System Design: NLP Processing Pipeline

Requirements

Functional Requirements:

Process text documents through a configurable pipeline of NLP tasks: language detection, tokenization, POS tagging, NER, classification, and sentiment analysis
Support batch processing (millions of documents) and real-time processing (individual documents)
Enable semantic search: embed documents and queries using sentence transformers for dense retrieval
Support 50 languages with model quality degradation gracefully for low-resource languages
Allow pipeline composition: different tasks can be chained or run in parallel per use case
Output results in a structured schema and write to multiple sinks (Elasticsearch, database, event stream)

Non-Functional Requirements:

Real-time pipeline latency under 200ms for a 512-token document
Batch pipeline throughput of 1 million documents per hour
99.9% availability for the real-time pipeline
Model updates deployable with zero downtime using blue-green model loading
Horizontally scalable: adding GPUs must linearly increase batch throughput

Scale Estimation

1 million documents/hour batch = 278 docs/second. A 512-token document through a BERT-base model on GPU takes 20ms; a single T4 GPU processes 50 docs/second. 278 docs/second requires 6 T4 GPUs (with 20% headroom). For real-time: 1,000 requests/second at 200ms latency = 200 concurrent in-flight requests across the GPU pool. Embedding generation (for semantic search): a sentence transformer produces 768-dimensional vectors; 1 million docs * 768 * 4 bytes = 3 GB of embeddings per million documents.

High-Level Architecture

The NLP pipeline is organized as a directed acyclic graph of processing nodes. Each node is a stateless worker that receives a document, applies a transformation (tokenization, model inference, post-processing), and emits enriched output. The pipeline coordinator (a lightweight router service) determines which nodes to invoke for a given request type (defined by the use case config) and orchestrates parallel vs. sequential execution.
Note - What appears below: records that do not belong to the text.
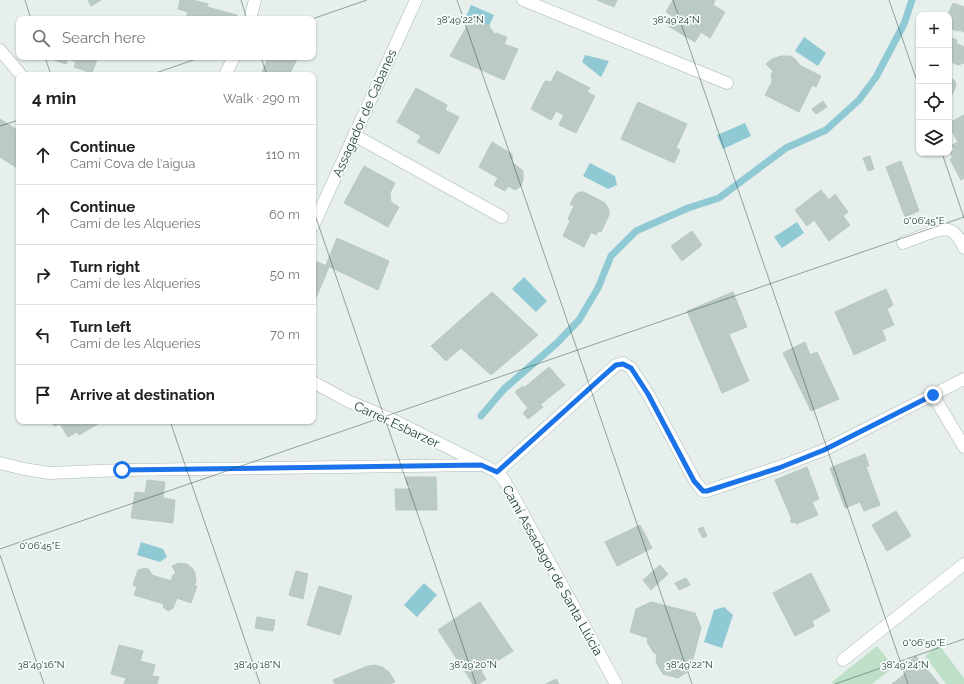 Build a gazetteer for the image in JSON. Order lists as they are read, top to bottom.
{
  "streets": {
    "street": ["Assagador de Cabanes", "Carrer Esbarzer", "Camí Assadagor de Santa Llúcia"]
  },
  "crossings": [
    ["Carrer Esbarzer", "Camí Assadagor de Santa Llúcia"]
  ],
  "page": {
    "map_buttons": ["+", "−"],
    "search": "Search here",
    "heading": ["4 min", "Walk · 290 m"],
    "list": [
      ["Continue", "Camí Cova de l'aigua", "110 m"],
      ["Continue", "Camí de les Alqueries", "60 m"],
      ["Turn right", "Camí de les Alqueries", "50 m"],
      ["Turn left", "Camí de les Alqueries", "70 m"],
      "Arrive at destination"
    ]
  },
  "coordinates": [
    "38°49'22\"N",
    "38°49'24\"N",
    "0°06'45\"E",
    "0°06'50\"E",
    "38°49'16\"N",
    "38°49'18\"N",
    "38°49'20\"N"
  ]
}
For real-time processing, the pipeline runs synchronously within a 200ms budget. Language detection (FastText, 1ms) runs first to select the appropriate language-specific models. Tokenization (HuggingFace tokenizer, compiled to Rust for speed) runs in 2ms. GPU inference runs batched across concurrent requests using NVIDIA Triton Inference Server with dynamic batching. Post-processing (converting logits to labels, filtering entities by confidence) runs CPU-side in parallel with the next request's preprocessing.
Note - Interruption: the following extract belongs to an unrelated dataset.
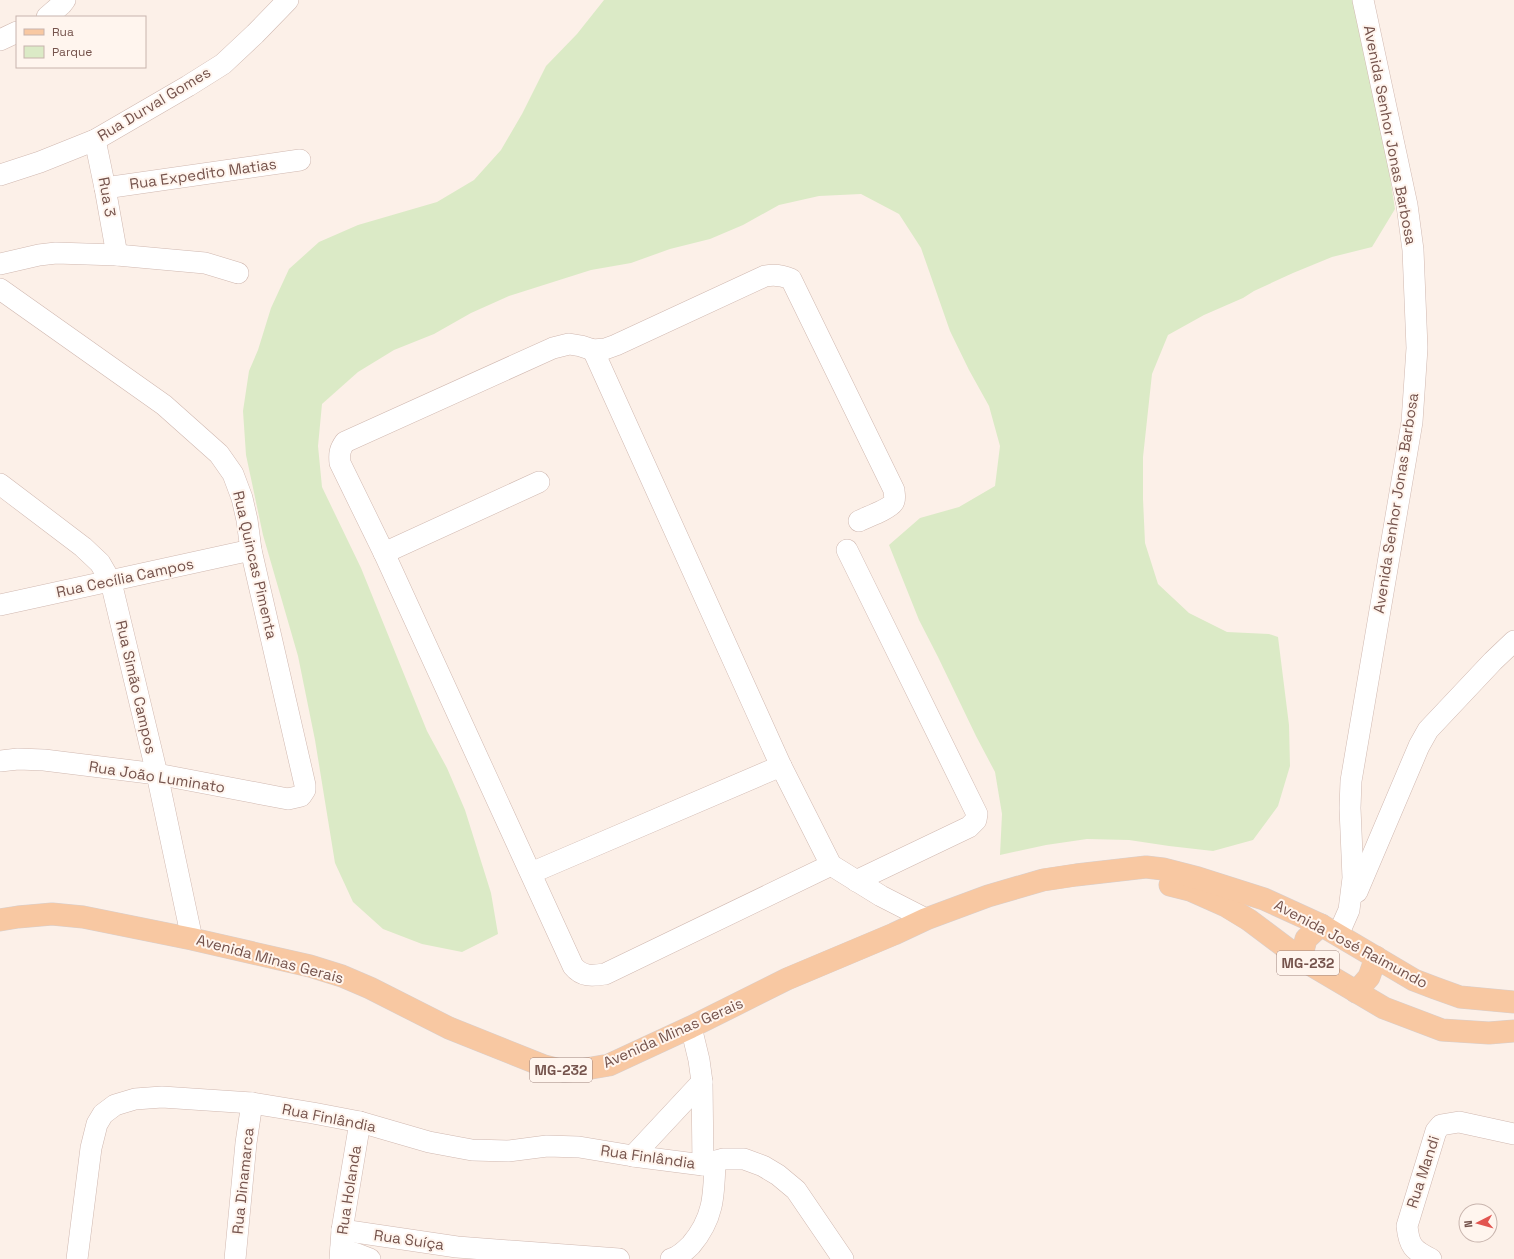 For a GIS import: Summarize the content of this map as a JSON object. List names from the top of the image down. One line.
{"streets":{"main road":["Avenida José Raimundo","Avenida Minas Gerais","MG-232"],"street":["Rua Durval Gomes","Avenida Senhor Jonas Barbosa","Rua Expedito Matias","Rua 3","Rua Quincas Pimenta","Rua Cecília Campos","Rua Simão Campos","Rua João Luminato","Rua Finlândia","Rua Mandi","Rua Dinamarca","Rua Holanda","Rua Suíça"]},"crossings":[["Rua Durval Gomes","Rua 3"],["Avenida Senhor Jonas Barbosa","Avenida José Raimundo"],["Rua Expedito Matias","Rua 3"],["Rua Quincas Pimenta","Rua Cecília Campos"],["Rua Quincas Pimenta","Rua João Luminato"],["Rua Cecília Campos","Rua Simão Campos"],["Rua Simão Campos","Rua João Luminato"],["Rua Simão Campos","Avenida Minas Gerais"],["Avenida José Raimundo","Avenida Minas Gerais"],["Rua Finlândia","Rua Dinamarca"],["Rua Finlândia","Rua Holanda"],["Rua Holanda","Rua Suíça"]],"legend":["Rua","Parque"],"north":"left"}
For batch processing, documents are partitioned into shards of 10,000 documents, published to Kafka, and consumed by GPU worker pods. Each pod loads the model into GPU memory once and processes the entire shard, amortizing model load overhead. Results are written to S3 in Parquet format and, for search use cases, bulk-indexed into Elasticsearch.

Core Components

Model Serving (Triton Inference Server)

NVIDIA Triton serves all NLP models with dynamic batching: requests arriving within a 5ms window are grouped into a batch for a single GPU forward pass. Models are stored in TensorRT format (BERT-base converted to TensorRT achieves 3x speedup vs. PyTorch on T4). Concurrent model instances allow multiple models (NER, classification, sentiment) to run on the same GPU in parallel using GPU time-slicing. Model versions are managed through Triton's model repository; new versions are loaded while old versions continue serving, enabling zero-downtime updates.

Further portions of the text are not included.